Lymphedema patients are also often asked to cut back on salt, because sodium increases fluid retention in the body.

Depending on the severity of the disease, patients normally receive treatment during 60- to 90-minute sessions four or five days week. The entire program lasts between four and eight weeks. Health insurance coverage for lymphedema depends on a patient's insurance plan.

A big part of the treatment is the use of compression bandages, which are used at the outset to help reduce swelling. Patients are initially required to wear them on their effected extremities 23 hours a day.

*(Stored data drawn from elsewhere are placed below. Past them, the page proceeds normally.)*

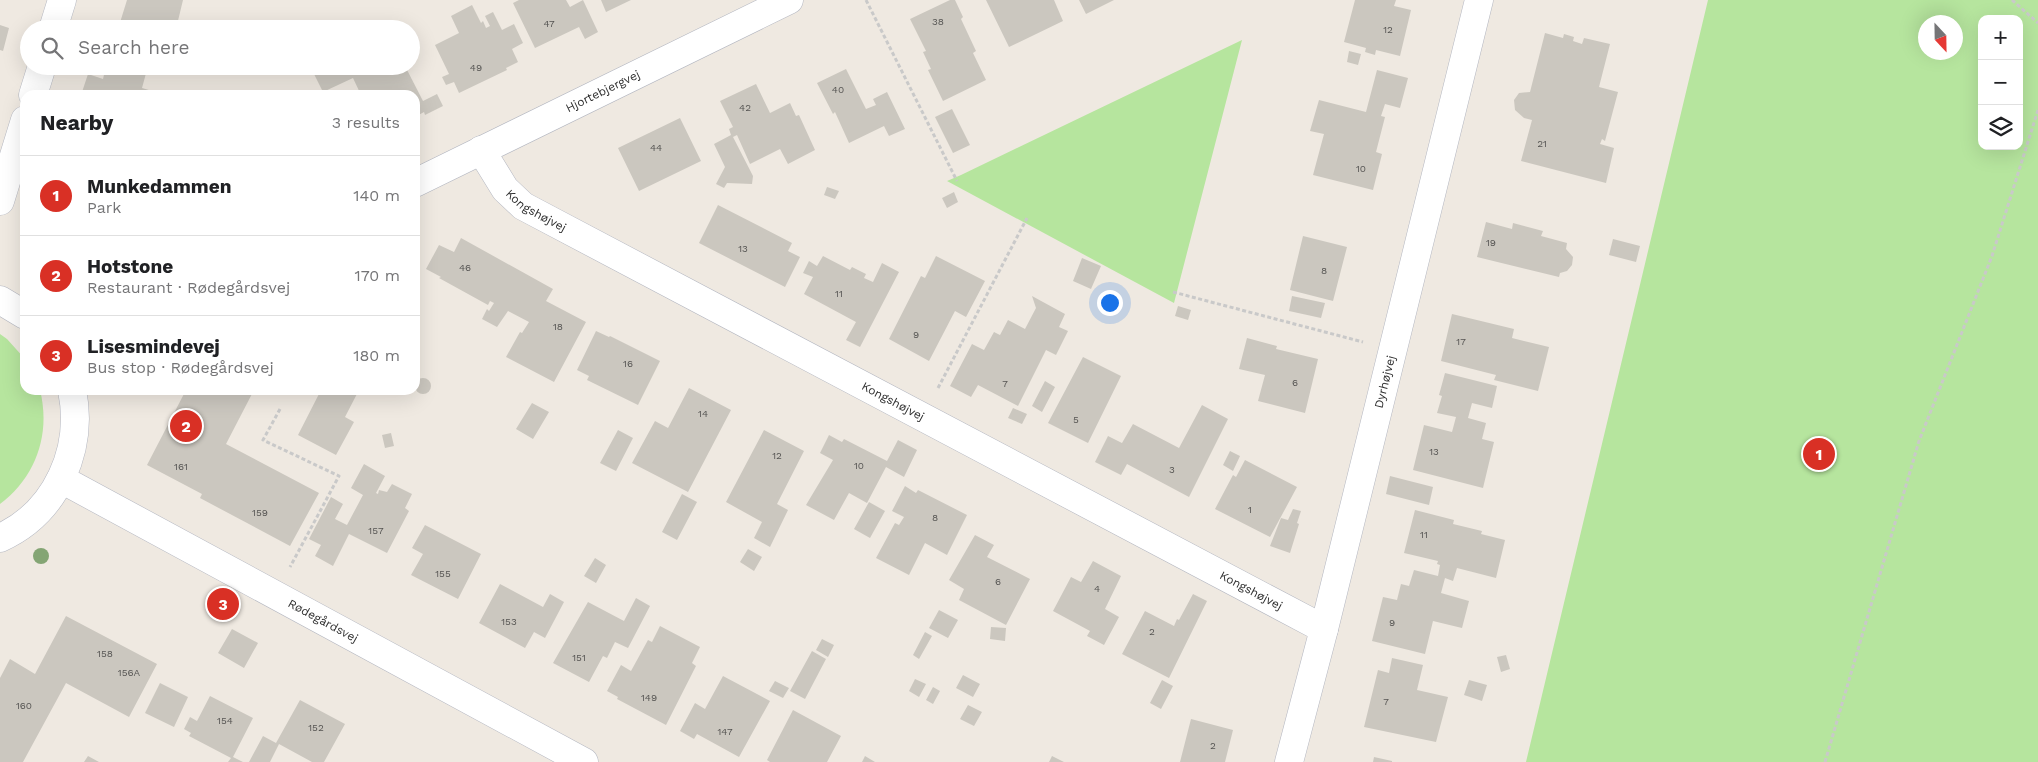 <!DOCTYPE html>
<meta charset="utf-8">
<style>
body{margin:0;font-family:"Work Sans",sans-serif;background:#f2f2f2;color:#202124}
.controls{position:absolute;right:15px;top:15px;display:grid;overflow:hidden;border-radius:10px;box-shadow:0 5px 20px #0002}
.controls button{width:45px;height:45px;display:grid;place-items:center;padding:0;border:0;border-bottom:1px solid #e0e0e0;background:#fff;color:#202124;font:25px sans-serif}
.compass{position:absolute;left:1918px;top:15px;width:45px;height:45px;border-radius:50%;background:#fff;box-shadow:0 5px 20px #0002;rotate:158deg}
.you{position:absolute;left:1109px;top:302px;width:18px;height:18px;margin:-12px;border:4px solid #fff;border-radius:50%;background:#1a73e8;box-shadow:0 0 0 8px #1a73e833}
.badge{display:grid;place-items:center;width:32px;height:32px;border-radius:50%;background:#d93025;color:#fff;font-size:16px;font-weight:700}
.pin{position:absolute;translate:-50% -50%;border:2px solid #fff;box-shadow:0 1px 5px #0006}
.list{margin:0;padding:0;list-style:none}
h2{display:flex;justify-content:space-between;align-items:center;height:65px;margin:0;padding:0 20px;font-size:21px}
h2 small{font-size:16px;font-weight:400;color:#757577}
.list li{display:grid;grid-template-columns:32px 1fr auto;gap:15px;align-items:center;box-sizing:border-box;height:80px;padding:0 20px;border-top:1px solid #e0e0e0}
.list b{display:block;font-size:19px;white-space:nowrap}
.list p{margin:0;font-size:16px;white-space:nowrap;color:#757577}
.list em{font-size:16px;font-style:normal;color:#757577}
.icon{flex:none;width:28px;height:28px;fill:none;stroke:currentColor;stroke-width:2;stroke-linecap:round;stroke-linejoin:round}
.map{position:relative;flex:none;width:2038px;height:762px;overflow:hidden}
.search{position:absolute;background:#fff;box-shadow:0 5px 20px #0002;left:20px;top:20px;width:400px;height:55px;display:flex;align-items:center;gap:12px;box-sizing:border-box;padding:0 18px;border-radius:28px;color:#757577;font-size:19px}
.panel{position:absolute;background:#fff;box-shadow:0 5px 20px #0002;left:20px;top:90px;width:400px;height:305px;border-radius:15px}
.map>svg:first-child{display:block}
.green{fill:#b6e59e;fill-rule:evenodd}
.building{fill:#cbc7bf}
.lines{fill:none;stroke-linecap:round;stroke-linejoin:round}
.minor-casing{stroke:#b4b7c1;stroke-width:29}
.tertiary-casing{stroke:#b4b7c1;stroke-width:29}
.path{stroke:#c9c9c9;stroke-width:3;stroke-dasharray:4 2.5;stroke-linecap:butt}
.minor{stroke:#fff;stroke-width:28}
.tertiary{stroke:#fff;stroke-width:28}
.tree{fill:#84a574}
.labels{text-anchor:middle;stroke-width:4;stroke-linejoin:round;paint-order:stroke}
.number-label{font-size:10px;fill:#555452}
.street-label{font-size:12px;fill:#2e2e2e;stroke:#fff}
</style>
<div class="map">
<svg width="2038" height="762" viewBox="0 0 2038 762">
<rect width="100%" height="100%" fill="#efe9e1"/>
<path class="green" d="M1708,0H2038V762H1526ZM1982,19H2019V146H1982ZM1956,22V52H1926V22Z
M1242,40L1174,303L947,181L961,175Z
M0,334L7,339L25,359V390H40C51,434 36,477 0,504Z"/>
<path class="building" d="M127,0H183L176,29L161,26L160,29H118Z
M519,0H566L570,7L583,0L598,32L585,39L579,27L535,48L513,3Z
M601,0H631L606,12Z
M950,0H955L963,17L961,19L976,51L973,53L986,80L943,101L928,70L931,69L923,52L926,51L910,19Z
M986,0H1054L1063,21L1009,47Z
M1079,0H1114L1086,14Z
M1355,0H1396L1394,6L1411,10L1400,56L1376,50L1375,55L1365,52L1366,48L1344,42Z
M472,5L481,23L483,21L486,28L490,26L485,16L493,12L502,30L514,24L523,43L512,49L518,62L506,68L507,70L459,93L454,82L446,85L442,77L449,74L435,45L459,33L451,16Z
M0,25L9,28L3,51L0,50Z
M1545,33L1563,38L1564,34L1574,37L1573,41L1582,44L1584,38L1610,44L1599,87L1618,92L1605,141L1602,139L1600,144L1614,148L1606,183L1521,161L1532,120L1524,118L1515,110L1514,100L1519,93L1530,92Z
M1349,51L1361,54L1358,65L1347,62Z
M106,66H148L142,88L159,93L158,95H81L88,74L103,79Z
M310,66H405L423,101L437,94L443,106L425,115L424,112L415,117V95H361L353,78L323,92Z
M846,69L866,109L876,105L873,99L887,92L905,129L889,136L884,126L849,143L835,112L833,114L817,83Z
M1377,70L1408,78L1400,108L1385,104L1381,116L1385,117L1376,152L1382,154L1373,190L1313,175L1324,134L1310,131L1319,100L1366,112Z
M756,84L770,113L790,103L796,116L799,115L815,150L788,164L780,149L750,164L737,135L733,137L753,176L752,184L727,183L724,188L716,184L725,167L714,144L731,135L729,129L733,127L720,101Z
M952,109L970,145L953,153L935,117Z
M680,118L701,161L639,191L618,148Z
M827,187L839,191L835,199L824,195Z
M954,192L958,202L947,208L942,198Z
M718,205L792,243L788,251L800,257L785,287L699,243Z
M1486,222L1512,229L1513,223L1543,231L1541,236L1567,243L1566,249L1573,257L1572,265L1567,271L1560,273L1559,277L1477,257Z
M1303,236L1347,247L1333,301L1290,290Z
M461,238L553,289L546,301L586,322L554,382L506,357L520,332L522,333L529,322L508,311L497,327L482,319L487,309L489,311L494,303L490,301L488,305L439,278L441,277L426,269L439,245L454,252Z
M1613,239L1640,246L1636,262L1609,255Z
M823,256L850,270L852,267L866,274L864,278L873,282L882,263L899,272L860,347L846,340L856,322L804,294L813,277L803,273L809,261L817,266Z
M936,256L985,281L966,317L955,311L929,361L889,339L921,276L925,278Z
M1082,258L1101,266L1091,289L1073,281Z
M1032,296L1065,314L1059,327L1068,331L1056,355L1046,350L1018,406L978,385L971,397L950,386L972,344L984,350L994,332L1000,335L1008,320L1025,329L1036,308Z
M1292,296L1325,303L1321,318L1289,311Z
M1178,306L1191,310L1188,320L1175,316Z
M1452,314L1514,329L1512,338L1549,347L1538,391L1494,380L1496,375L1441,361Z
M596,331L609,337L610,336L660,361L638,405L587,380L589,376L577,370Z
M1247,338L1277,346L1276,349L1318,359L1305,413L1258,401L1265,375L1239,369Z
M1083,357L1121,376L1088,443L1048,423Z
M1445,373L1497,386L1492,408L1472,403L1468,418L1486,423L1482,439L1494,442L1483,488L1413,470L1424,425L1452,432L1456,417L1437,413L1442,396L1439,395Z
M415 386a8 8 0 1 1 16 0a8 8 0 1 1-16 0Z
M1045,381L1055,387L1042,412L1032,406Z
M689,388L731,410L688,492L632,463L655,421L668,428Z
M186,390H254L226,444L319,493L290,546L200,498L202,494L147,465Z
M321,390H359L345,417L354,422L336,455L298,435Z
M532,403L549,412L533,439L516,429Z
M1202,405L1228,419L1189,497L1127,464L1121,475L1095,462L1108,436L1122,443L1133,424L1179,448Z
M1013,408L1027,414L1022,424L1008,418Z
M618,430L633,438L616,471L600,463Z
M764,430L804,451L777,504L788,510L770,547L754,538L762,522L726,502Z
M391,433L394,446L385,448L382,435Z
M829,435L842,442L844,439L887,461L898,440L917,450L904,477L886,467L867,503L849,493L834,520L806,505L833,460L820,453Z
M1230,451L1240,456L1233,471L1223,465Z
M1245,460L1297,487L1270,537L1215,509L1233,475L1236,477Z
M364,464L385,476L376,493L378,494L379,490L387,492L392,484L412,494L405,508L409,511L387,553L349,534L333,566L315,556L321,545L309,539L331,497L343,504L335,519L347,525L363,495L351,488Z
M1390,476L1433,487L1429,505L1386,494Z
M905,486L916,493L918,490L967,515L947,555L925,543L909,575L876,558L895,523L899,525L904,517L892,511Z
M682,494L697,502L677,540L662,532Z
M869,502L885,511L870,538L854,529Z
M1293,509L1301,511L1297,523L1299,524L1290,553L1270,546L1281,518L1288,520Z
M1415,510L1454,520L1453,524L1482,531L1481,534L1505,540L1496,578L1457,568L1453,581L1445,578L1441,593L1469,601L1462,628L1433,621L1425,654L1372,641L1383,597L1397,600L1401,584L1409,586L1414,570L1438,576L1440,565L1437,564L1438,561L1404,553Z
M425,525L481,554L458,599L411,575L423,554L412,548Z
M975,535L994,545L987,557L1030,579L1006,625L959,600L964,589L949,580Z
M748,549L762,557L754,571L740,562Z
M595,558L606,565L596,583L584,576Z
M1093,561L1121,576L1105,609L1119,617L1104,645L1087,636L1090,631L1053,611L1071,577L1081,582Z
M500,584L543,607L550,594L564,602L545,638L534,632L525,648L479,623Z
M1193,594L1207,601L1169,678L1122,654L1145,611L1174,626L1177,619L1179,620Z
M636,598L650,606L628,648L615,642L607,658L603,656L589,682L553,663L588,602L624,621Z
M939,610L958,620L948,638L929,628Z
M66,616L157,664L129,717L66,683L23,762H0V678L10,659L35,674Z
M660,626L700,647L692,663L696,666L666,725L617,699L618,697L607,691L621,665L631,671L648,640L652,642Z
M991,627L1006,628L1005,641L990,639Z
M232,629L258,643L244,668L218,653Z
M925,632L932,636L919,659L913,655Z
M822,639L834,645L828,657L816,650Z
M812,651L826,659L805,699L790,691Z
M1506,655L1510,669L1501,672L1497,657Z
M1392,658L1423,665L1417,690L1448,697L1436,742L1364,727L1378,670L1389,673Z
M963,675L980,684L973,697L956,688Z
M723,676L770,701L739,757L697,734L694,739L680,731L695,703L705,709Z
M915,679L926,684L919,697L909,691Z
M1162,680L1173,686L1161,709L1150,703Z
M1469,680L1487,685L1482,701L1464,695Z
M775,681L789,688L783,698L769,691Z
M160,683L188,697L174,727L145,713Z
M933,687L940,691L933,704L926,700Z
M210,696L253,718L233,757L243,762H228L231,758L189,736L191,733L184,729L190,717L197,721Z
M300,700L345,724L324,762H312L279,744L270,762H249L263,736L276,743Z
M968,705L982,712L974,726L960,719Z
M793,710L841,736L827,762H770L767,760Z
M1191,719L1233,730L1225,762H1180Z
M88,756L99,762H84Z
M865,756L875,762H862Z
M1052,756L1064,762H1049Z
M1374,757L1392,761V762H1373Z"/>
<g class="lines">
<g class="minor-casing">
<g id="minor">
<path d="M53,29L62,0"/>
<path d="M33,95L42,66"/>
<path id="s1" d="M481,150L505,189L523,206L1324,629"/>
<path id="s2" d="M415,183L789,0"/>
<path d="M0,201L25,120"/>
<path id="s3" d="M1289,762L1324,629L1479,0"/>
</g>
</g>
<g class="tertiary-casing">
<g id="tertiary">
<path d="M0,300L25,315"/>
<path id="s4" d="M61,479L584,762"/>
<path d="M0,538C57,512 84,449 72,390"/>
</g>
</g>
<path class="path" d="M866,0L957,181
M2012,0L2038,23
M1173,292L1363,342
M938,388L1027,218
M280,409L263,440L339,476L290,567
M1825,762L1919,441L1992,256L2038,110"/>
<use href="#minor" class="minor"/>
<use href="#tertiary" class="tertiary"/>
</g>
<circle class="tree" cx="41" cy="556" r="8"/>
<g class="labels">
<g class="number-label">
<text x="938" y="25">38</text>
<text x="549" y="27">47</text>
<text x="1388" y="33">12</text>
<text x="476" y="71">49</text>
<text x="838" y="93">40</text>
<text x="745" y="111">42</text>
<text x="1542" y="147">21</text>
<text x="656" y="151">44</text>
<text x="1361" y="172">10</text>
<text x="1491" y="246">19</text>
<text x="743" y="252">13</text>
<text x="465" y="271">46</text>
<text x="1324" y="274">8</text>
<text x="839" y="297">11</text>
<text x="558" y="330">18</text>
<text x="916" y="338">9</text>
<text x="1461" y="345">17</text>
<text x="628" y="367">16</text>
<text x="1295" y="386">6</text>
<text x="1005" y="387">7</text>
<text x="703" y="417">14</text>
<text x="1076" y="423">5</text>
<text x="1434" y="455">13</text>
<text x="777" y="459">12</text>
<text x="859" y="469">10</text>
<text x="181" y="470">161</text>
<text x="1172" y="473">3</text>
<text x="1250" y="513">1</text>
<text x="260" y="516">159</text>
<text x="935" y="521">8</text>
<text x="376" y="534">157</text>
<text x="1424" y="538">11</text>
<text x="443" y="577">155</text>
<text x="998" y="585">6</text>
<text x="1097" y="592">4</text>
<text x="509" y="625">153</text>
<text x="1392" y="626">9</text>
<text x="1152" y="635">2</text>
<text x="105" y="657">158</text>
<text x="579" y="661">151</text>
<text x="129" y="676">156A</text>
<text x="649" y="701">149</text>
<text x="1386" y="705">7</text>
<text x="24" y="709">160</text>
<text x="225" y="724">154</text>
<text x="316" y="731">152</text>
<text x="725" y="735">147</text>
<text x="1213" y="749">2</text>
</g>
<g class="street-label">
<text dy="4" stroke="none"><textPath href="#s2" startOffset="209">Hjortebjergvej</textPath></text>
<text dy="4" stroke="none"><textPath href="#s1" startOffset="84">Kongshøjvej</textPath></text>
<text dy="4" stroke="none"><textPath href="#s3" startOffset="392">Dyrhøjvej</textPath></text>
<text dy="4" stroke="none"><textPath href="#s1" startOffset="489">Kongshøjvej</textPath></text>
<text dy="4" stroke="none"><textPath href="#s1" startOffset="894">Kongshøjvej</textPath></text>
<text dy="4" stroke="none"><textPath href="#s4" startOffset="298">Rødegårdsvej</textPath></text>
</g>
</g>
</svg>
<div class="controls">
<button>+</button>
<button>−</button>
<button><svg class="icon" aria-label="layers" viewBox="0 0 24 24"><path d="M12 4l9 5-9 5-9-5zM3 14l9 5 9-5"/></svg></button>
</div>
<svg class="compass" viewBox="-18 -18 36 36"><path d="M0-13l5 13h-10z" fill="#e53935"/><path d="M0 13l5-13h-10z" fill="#757577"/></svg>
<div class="you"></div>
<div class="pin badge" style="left:1819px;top:454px">1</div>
<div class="pin badge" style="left:186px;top:426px">2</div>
<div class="pin badge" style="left:223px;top:604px">3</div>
<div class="search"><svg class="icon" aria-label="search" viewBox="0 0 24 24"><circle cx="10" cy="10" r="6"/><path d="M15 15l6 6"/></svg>Search here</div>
<section class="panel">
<h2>Nearby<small>3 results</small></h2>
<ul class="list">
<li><span class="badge">1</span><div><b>Munkedammen</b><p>Park</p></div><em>140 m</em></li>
<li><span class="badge">2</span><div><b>Hotstone</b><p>Restaurant · Rødegårdsvej</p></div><em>170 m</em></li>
<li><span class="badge">3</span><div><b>Lisesmindevej</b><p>Bus stop · Rødegårdsvej</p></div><em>180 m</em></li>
</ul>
</section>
</div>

Bandaging is difficult and takes time to learn, Holbrook said. Patients are encouraged to learn how to do it themselves or find someone who can assist (my wife had me). Koperek said she learned how to bandage herself. Patnode didn't have to.

"Luckily, I'm married to a nurse," Patnode said.

After the treatment program ends, patients return for periodic checkups to assess the progress of the disease. Flareups are common, and some patients need to come back for additional therapy.

Patnode, who was first diagnosed in 2007, is returning to BMC in September for additional treatment. He still wears compression socks, which patients are required to wear once the program ends, but said his wife has noticed "a bit more swelling than she'd like to see," lately in his leg.

"I'm going back to bandaging for two weeks at the end of September," he said. "I haven't had a bandage on for 10 years."

"The key is to follow the direction of the doctor or therapist," Patnode said, when asked how to keep lymphedema in check over the long haul. "A lot of people, from what I understand, stop doing the stuff that they're supposed to do and, of course, they're right back in there."

Koperek, who is also still wearing compression socks. said the treatment program allowed her to use her left foot again.

"There's no cure for it," she said. "But I was absolutely amazed that I could move my foot and get back into my dress boots again."